* _Exercise goal_
Return, without anything added, the lines from the one containing "I need the bounding" through the end of the entries below, exactly as written.

--- START ---

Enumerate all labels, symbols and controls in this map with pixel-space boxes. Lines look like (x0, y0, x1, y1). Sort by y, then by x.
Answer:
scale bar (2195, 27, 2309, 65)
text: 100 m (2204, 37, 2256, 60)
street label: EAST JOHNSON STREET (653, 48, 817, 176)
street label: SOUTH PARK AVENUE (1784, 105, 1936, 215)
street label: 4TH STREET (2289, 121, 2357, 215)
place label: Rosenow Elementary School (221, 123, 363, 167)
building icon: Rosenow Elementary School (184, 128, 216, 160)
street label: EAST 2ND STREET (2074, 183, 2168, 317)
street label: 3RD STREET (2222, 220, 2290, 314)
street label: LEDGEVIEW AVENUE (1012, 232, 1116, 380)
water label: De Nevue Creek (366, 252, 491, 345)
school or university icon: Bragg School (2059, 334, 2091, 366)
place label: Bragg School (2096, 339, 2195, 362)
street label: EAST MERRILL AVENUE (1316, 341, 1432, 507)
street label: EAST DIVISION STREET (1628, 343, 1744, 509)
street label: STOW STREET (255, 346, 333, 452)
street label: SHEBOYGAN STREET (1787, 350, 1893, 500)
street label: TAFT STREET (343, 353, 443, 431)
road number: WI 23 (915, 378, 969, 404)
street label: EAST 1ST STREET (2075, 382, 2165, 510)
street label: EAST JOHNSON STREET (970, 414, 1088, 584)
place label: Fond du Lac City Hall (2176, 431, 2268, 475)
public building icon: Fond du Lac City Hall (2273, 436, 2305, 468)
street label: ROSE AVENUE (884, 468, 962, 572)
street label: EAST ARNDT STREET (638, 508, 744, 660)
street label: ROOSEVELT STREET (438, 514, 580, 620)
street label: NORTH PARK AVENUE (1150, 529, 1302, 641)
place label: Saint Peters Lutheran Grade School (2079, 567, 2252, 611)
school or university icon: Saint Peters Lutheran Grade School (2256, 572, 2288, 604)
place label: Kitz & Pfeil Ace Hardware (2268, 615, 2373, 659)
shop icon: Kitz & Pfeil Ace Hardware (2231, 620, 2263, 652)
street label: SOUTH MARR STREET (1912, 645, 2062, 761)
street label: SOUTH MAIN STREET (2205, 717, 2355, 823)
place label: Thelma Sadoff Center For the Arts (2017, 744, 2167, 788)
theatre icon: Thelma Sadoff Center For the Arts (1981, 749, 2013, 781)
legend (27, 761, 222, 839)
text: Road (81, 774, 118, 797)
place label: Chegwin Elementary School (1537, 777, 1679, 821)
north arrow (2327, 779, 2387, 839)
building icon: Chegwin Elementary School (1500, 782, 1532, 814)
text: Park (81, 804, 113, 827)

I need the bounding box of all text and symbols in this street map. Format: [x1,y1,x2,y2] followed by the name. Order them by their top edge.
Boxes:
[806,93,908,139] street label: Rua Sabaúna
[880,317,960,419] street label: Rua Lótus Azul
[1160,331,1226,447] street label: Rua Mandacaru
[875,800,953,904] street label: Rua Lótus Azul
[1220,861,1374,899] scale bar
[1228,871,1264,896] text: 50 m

--- END ---

* _Answer area_
I need the bounding box of all text and symbols in this street map. Format: [x1,y1,x2,y2] followed by the name. Order them by their top edge.
Boxes:
[806,93,908,139] street label: Rua Sabaúna
[880,317,960,419] street label: Rua Lótus Azul
[1160,331,1226,447] street label: Rua Mandacaru
[875,800,953,904] street label: Rua Lótus Azul
[1220,861,1374,899] scale bar
[1228,871,1264,896] text: 50 m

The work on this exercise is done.